Il n’a donc pas tiré les leçons de son précédent plan de relance qui s’élevait à 862 milliards de dollars et qui n’a pas eu les effets escomptés. En effet le précédent plan de relance a commencé à être mis en œuvre début 2009.

Quels sont les résultats obtenus depuis par cette politique de relance étatique ?

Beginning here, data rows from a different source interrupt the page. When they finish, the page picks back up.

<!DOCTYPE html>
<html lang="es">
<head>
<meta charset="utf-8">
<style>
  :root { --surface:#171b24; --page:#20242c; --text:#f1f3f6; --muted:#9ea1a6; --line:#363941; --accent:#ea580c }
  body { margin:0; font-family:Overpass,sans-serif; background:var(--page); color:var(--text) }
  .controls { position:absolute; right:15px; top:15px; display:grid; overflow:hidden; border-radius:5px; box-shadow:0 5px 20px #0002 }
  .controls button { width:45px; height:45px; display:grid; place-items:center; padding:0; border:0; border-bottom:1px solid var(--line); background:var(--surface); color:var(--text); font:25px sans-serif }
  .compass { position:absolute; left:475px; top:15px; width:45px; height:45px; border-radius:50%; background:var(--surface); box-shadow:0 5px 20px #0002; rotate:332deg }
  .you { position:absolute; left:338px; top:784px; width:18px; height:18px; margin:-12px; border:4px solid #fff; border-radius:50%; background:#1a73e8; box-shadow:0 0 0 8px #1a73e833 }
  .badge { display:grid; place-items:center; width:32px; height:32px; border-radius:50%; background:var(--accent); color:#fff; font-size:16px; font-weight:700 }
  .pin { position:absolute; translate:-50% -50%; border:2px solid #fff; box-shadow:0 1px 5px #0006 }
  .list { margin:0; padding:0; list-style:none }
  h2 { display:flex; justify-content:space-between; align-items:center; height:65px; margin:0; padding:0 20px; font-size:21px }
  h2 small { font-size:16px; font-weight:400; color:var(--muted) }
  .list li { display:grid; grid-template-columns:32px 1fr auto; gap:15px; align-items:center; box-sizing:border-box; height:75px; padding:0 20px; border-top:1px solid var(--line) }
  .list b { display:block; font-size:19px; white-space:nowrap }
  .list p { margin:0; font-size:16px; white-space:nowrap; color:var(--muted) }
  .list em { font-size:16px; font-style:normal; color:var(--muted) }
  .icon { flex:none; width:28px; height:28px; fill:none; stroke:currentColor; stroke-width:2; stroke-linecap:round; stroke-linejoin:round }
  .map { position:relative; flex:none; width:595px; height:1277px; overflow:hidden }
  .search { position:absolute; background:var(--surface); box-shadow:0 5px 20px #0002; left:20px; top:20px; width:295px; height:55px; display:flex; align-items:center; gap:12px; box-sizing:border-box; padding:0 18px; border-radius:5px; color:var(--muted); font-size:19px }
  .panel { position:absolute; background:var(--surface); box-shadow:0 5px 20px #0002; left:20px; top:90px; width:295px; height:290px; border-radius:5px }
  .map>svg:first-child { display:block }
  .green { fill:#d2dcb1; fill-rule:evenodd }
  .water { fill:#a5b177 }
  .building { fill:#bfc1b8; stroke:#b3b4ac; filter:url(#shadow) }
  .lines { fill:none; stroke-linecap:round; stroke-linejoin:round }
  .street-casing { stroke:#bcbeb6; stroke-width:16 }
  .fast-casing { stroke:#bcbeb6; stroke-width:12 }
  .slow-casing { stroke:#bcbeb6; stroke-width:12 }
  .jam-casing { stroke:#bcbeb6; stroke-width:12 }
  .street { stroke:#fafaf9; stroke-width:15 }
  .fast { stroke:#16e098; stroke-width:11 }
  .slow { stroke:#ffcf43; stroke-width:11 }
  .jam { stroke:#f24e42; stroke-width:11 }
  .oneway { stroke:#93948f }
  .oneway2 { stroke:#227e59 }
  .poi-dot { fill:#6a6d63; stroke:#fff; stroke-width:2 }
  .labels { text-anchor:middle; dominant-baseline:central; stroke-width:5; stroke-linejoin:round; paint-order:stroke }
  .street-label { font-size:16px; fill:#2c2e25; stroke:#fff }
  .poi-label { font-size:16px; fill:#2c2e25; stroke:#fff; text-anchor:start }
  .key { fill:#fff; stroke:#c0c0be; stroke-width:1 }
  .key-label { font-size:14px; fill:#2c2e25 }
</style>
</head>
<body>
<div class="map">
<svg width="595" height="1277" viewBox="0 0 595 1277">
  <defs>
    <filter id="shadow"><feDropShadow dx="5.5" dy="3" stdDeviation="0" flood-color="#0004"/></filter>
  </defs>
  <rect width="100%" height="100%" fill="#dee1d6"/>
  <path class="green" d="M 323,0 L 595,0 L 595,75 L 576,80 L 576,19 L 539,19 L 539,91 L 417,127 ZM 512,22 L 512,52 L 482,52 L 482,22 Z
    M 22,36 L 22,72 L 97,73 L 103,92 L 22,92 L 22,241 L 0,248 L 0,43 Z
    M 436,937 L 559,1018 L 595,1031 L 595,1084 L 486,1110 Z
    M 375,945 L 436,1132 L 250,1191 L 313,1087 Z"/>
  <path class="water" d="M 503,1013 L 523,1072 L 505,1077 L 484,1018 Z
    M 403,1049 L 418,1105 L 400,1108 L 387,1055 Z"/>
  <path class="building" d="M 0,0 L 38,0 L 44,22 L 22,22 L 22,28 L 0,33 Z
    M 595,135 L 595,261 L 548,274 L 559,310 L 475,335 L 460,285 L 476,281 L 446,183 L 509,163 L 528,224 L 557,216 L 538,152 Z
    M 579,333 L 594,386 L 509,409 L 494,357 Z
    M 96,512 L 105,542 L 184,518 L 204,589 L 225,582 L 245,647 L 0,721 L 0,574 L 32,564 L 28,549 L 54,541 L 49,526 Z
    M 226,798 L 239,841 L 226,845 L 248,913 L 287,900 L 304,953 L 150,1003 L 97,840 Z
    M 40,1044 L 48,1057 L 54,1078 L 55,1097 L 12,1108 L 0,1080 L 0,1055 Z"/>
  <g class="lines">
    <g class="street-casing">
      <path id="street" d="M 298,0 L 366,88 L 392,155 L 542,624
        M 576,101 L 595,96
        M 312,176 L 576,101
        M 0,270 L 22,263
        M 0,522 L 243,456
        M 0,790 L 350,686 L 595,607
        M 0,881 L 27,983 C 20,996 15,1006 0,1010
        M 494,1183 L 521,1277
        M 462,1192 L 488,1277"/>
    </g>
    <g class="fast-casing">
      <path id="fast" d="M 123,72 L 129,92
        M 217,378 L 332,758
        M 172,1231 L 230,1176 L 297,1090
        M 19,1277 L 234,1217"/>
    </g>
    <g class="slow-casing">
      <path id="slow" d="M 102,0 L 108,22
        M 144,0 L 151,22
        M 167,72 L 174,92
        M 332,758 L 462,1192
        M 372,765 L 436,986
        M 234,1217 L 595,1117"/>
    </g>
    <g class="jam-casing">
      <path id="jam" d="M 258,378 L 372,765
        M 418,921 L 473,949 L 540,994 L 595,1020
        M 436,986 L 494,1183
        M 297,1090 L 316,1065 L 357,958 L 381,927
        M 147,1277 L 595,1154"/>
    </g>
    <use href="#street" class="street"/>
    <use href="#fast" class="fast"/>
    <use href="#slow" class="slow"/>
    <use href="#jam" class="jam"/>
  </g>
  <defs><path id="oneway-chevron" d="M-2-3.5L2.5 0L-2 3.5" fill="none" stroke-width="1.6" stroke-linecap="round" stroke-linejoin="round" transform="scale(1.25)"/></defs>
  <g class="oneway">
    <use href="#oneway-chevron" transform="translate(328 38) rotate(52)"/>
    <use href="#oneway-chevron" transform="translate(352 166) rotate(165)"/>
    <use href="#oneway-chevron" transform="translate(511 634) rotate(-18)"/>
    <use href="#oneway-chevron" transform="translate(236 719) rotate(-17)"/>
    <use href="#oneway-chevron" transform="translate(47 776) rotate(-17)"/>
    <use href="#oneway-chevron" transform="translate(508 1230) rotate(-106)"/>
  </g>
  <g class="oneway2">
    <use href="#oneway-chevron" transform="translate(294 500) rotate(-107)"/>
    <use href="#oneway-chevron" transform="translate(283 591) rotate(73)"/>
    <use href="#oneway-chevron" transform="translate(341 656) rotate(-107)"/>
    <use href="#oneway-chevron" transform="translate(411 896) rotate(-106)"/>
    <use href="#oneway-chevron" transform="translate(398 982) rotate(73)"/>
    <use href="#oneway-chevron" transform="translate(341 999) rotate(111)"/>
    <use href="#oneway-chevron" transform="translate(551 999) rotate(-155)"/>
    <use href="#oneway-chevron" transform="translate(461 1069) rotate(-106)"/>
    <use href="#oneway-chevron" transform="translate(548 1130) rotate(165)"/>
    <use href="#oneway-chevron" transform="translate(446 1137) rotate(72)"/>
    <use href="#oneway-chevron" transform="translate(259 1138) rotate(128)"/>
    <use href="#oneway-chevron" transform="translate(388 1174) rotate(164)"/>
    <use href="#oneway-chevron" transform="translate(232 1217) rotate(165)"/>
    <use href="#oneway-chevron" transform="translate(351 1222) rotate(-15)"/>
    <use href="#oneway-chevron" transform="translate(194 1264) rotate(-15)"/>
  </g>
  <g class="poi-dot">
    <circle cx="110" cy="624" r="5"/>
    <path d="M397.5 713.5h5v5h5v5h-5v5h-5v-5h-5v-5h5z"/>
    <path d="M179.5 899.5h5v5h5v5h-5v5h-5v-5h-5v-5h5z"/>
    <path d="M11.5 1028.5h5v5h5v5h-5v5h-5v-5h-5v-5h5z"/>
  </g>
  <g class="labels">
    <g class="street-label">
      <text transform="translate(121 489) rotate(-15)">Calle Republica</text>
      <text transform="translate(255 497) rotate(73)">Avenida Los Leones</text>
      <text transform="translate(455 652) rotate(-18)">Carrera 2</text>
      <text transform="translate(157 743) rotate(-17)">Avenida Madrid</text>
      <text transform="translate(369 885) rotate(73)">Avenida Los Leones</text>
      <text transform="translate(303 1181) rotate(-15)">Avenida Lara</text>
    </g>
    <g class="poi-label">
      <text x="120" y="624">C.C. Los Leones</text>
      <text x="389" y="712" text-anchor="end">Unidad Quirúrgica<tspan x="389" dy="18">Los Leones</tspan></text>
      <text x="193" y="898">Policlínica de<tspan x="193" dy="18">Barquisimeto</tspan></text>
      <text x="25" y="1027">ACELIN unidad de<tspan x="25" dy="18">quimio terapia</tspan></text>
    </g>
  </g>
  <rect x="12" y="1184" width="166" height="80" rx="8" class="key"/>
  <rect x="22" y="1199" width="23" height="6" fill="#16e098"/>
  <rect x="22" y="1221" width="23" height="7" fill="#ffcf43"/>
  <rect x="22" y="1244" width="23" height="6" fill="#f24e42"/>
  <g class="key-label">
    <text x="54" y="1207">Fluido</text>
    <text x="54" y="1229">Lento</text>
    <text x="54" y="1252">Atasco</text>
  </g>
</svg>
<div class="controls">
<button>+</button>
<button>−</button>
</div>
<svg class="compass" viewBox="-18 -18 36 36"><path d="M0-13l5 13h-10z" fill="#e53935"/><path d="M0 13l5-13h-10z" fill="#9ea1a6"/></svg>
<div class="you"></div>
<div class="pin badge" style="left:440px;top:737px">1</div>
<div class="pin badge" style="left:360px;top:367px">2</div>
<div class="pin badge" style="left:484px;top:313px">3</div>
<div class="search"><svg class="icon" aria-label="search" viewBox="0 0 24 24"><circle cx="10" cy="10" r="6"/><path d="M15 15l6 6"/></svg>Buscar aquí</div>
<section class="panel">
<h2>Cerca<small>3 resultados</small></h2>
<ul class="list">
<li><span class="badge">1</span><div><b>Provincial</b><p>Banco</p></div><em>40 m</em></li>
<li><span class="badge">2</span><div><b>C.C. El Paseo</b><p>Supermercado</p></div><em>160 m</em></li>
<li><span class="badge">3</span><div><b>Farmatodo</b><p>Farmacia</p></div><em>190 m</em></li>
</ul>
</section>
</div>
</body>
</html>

Le taux de chômage qui était de 7,7 % en janvier 2009 est maintenant de 9,6 % ici (août 2010). À fin 2008 la dette publique représentait 70,2 % du PIB (9986 milliards de dollars), à fin 2009 elle est estimée à 90,4 % du PIB  ici (12 868 milliards de dollars). Ne parlons pas des chiffres pour 2010…

Le déficit qui était de 458,6 milliards de dollars en 2008 devrait être de 1841,2 milliards de dollars en 2009. Il est frappant de constater que les recettes ont singulièrement diminué et que les dépenses ont explosé. Ne parlons pas des chiffres pour 2010…

Le produit intérieur brut a-t-il fortement progressé ? Non, en 2009 il devrait être de 10 à 15 milliards supérieur aux 14 265 milliards de 2008 ici. Cette mirifique progression est à comparer aux 862 milliards engagés pour la produire. Ne parlons pas des chiffres pour 2010…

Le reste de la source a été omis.